** Exercise materials follows **

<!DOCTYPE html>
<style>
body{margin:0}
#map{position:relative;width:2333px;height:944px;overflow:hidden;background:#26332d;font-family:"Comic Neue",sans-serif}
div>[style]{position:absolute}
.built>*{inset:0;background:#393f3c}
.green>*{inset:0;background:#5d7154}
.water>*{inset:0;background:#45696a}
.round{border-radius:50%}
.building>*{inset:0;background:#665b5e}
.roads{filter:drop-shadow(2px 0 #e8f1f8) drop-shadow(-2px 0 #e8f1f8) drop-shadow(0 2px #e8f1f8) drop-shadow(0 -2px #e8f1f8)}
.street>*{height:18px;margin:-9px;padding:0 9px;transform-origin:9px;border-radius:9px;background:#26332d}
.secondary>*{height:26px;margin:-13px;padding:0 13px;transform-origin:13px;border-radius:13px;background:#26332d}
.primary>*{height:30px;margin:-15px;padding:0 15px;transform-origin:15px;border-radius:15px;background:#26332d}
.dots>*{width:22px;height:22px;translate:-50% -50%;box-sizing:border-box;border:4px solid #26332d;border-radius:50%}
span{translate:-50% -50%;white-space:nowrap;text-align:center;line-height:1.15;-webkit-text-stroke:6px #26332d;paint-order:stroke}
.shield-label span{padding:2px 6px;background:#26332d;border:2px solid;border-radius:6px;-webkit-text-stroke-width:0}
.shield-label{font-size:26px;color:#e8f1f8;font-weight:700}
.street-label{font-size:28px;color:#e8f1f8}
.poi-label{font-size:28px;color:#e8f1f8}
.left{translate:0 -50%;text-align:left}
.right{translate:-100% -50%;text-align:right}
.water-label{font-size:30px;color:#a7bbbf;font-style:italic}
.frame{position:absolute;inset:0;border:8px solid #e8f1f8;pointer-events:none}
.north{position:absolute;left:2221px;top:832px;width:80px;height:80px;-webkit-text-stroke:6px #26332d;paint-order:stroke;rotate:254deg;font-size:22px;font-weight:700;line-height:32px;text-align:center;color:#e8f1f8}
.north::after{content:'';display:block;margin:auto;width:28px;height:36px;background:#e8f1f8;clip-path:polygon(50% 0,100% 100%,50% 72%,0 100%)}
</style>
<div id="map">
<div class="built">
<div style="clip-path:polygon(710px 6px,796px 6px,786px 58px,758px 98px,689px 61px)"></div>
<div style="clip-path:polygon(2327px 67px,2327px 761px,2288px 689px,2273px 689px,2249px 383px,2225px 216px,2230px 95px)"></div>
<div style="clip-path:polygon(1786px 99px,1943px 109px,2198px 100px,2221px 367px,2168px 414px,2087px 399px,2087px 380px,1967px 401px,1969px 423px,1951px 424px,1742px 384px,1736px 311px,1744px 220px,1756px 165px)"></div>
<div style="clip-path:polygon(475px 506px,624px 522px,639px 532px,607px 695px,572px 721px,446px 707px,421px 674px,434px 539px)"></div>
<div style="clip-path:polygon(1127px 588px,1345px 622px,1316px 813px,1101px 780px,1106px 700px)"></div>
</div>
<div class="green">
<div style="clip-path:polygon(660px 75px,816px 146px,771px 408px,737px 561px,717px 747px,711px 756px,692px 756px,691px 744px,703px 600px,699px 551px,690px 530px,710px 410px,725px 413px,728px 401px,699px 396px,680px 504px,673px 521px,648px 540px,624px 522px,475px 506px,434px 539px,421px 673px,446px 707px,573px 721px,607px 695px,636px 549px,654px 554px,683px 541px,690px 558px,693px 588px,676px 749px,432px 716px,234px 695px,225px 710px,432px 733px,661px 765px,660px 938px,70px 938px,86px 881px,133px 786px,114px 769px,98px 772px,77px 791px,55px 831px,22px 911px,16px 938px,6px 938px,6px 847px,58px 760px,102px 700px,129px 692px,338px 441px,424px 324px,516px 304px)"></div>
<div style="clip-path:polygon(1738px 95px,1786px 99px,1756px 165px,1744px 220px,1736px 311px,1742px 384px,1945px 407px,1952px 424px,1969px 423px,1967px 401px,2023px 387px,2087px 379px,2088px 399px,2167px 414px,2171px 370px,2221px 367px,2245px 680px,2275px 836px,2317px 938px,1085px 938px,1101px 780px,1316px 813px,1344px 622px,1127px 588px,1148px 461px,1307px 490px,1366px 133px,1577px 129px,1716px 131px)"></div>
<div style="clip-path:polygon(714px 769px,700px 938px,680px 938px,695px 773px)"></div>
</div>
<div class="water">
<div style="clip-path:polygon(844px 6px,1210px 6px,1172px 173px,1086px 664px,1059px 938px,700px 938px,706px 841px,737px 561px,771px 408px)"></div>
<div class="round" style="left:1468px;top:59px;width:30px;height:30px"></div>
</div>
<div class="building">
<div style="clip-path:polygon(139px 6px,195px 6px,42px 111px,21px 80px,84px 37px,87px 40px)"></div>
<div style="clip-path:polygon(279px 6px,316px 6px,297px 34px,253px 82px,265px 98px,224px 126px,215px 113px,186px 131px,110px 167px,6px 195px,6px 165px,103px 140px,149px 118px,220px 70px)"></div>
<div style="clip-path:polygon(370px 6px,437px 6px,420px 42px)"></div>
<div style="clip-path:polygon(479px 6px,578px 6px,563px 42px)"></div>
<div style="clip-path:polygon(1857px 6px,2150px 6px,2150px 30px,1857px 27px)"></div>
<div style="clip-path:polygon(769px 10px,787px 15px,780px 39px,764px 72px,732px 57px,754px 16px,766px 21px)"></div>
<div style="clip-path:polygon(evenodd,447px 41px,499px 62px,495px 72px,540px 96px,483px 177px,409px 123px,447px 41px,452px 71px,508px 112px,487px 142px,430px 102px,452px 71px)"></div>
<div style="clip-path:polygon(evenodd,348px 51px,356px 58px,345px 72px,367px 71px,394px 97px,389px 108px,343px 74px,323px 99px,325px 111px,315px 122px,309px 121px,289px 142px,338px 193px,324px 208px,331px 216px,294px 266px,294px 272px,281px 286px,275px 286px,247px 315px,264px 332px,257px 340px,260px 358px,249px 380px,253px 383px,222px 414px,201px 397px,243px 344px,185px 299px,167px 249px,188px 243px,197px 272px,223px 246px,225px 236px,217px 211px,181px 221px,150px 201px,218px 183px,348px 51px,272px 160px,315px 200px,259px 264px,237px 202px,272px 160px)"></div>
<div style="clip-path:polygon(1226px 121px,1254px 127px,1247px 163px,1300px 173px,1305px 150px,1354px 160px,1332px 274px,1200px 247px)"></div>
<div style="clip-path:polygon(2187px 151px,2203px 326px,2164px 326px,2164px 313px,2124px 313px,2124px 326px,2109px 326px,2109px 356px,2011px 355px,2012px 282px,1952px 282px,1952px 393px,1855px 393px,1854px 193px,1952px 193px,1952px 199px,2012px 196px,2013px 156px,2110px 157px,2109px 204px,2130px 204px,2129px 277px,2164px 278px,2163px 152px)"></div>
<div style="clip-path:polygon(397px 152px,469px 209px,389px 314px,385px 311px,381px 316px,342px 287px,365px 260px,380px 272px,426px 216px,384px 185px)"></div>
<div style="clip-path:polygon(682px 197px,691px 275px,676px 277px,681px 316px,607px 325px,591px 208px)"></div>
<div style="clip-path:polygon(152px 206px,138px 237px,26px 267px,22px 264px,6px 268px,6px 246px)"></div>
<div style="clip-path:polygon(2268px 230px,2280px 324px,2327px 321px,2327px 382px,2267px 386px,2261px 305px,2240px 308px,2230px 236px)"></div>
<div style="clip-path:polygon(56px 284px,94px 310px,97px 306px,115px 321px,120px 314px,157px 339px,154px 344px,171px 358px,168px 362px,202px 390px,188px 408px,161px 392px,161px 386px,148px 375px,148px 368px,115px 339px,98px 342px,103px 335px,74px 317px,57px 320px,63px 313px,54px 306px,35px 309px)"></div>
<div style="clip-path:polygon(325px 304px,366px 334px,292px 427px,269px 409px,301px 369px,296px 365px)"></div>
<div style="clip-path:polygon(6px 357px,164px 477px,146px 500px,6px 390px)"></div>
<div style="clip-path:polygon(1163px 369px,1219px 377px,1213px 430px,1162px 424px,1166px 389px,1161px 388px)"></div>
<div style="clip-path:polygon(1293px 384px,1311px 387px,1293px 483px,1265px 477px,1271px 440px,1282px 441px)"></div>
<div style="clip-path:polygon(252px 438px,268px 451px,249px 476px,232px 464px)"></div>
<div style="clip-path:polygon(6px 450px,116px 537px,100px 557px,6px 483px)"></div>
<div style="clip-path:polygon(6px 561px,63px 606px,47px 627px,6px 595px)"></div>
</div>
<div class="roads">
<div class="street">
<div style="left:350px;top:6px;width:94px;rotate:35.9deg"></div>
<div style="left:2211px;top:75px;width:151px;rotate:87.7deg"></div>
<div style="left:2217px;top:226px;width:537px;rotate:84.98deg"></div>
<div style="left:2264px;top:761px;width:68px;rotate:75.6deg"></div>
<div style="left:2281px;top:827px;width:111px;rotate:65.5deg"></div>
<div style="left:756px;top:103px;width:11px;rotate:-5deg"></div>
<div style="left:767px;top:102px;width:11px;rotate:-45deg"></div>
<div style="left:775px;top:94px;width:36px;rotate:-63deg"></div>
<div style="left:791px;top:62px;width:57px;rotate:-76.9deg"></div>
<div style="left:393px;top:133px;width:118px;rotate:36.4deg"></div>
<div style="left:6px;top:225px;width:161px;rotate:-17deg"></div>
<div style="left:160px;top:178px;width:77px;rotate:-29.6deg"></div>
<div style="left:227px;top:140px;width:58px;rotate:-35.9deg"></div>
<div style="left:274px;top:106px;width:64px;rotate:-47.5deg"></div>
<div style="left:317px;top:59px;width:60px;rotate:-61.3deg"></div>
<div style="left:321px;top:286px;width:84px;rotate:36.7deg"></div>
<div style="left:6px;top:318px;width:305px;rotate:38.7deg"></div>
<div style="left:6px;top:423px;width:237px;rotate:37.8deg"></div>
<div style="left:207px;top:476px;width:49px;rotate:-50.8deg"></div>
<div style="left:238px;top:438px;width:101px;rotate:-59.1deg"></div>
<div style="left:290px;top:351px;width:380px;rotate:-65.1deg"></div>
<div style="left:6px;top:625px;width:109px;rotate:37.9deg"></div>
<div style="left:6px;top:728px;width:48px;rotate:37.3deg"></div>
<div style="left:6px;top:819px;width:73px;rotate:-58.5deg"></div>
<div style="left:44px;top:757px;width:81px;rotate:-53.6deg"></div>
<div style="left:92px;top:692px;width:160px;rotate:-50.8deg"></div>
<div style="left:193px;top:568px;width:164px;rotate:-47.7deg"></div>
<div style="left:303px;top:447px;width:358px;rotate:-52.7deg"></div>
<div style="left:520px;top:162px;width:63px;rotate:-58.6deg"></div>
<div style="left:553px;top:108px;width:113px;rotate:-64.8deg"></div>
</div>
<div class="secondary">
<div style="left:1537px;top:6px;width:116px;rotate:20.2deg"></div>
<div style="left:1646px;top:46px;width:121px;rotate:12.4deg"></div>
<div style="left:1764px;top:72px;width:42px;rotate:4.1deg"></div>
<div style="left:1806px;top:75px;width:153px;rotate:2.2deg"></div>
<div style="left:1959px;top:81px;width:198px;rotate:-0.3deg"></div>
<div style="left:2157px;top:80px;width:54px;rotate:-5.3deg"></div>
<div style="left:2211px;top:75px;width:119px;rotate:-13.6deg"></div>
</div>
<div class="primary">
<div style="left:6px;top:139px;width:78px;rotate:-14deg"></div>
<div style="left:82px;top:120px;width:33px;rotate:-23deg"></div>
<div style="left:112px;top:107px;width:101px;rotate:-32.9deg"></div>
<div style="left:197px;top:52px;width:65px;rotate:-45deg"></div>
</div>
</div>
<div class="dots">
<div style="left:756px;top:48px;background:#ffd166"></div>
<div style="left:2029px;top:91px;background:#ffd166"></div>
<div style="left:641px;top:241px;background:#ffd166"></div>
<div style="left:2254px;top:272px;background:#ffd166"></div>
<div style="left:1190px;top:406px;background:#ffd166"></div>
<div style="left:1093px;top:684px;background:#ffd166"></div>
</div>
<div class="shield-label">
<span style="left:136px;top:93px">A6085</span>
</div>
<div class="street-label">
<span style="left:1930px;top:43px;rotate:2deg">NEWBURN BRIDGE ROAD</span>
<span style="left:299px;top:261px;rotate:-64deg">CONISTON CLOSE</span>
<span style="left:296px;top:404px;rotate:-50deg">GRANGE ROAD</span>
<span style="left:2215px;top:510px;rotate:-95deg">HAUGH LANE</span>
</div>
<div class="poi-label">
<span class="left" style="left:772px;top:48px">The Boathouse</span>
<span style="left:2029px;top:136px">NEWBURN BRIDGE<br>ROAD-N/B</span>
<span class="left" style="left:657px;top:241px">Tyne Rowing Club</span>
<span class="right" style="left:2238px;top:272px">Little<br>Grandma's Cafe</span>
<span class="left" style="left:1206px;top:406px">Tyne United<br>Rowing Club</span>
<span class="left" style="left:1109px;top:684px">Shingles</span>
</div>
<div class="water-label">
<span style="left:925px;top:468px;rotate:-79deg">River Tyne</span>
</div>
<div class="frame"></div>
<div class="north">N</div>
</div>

** End of Exercise materials **

**Task description**. Reproduce the material above exactly, beginning at its first line and ending with the line that holds "0 #e8f1f8) drop-shadow(-2px". Include nothing else.

**Your solution**.
<!DOCTYPE html>
<style>
body{margin:0}
#map{position:relative;width:2333px;height:944px;overflow:hidden;background:#26332d;font-family:"Comic Neue",sans-serif}
div>[style]{position:absolute}
.built>*{inset:0;background:#393f3c}
.green>*{inset:0;background:#5d7154}
.water>*{inset:0;background:#45696a}
.round{border-radius:50%}
.building>*{inset:0;background:#665b5e}
.roads{filter:drop-shadow(2px 0 #e8f1f8) drop-shadow(-2px 0 #e8f1f8) drop-shadow(0 2px #e8f1f8) drop-shadow(0 -2px #e8f1f8)}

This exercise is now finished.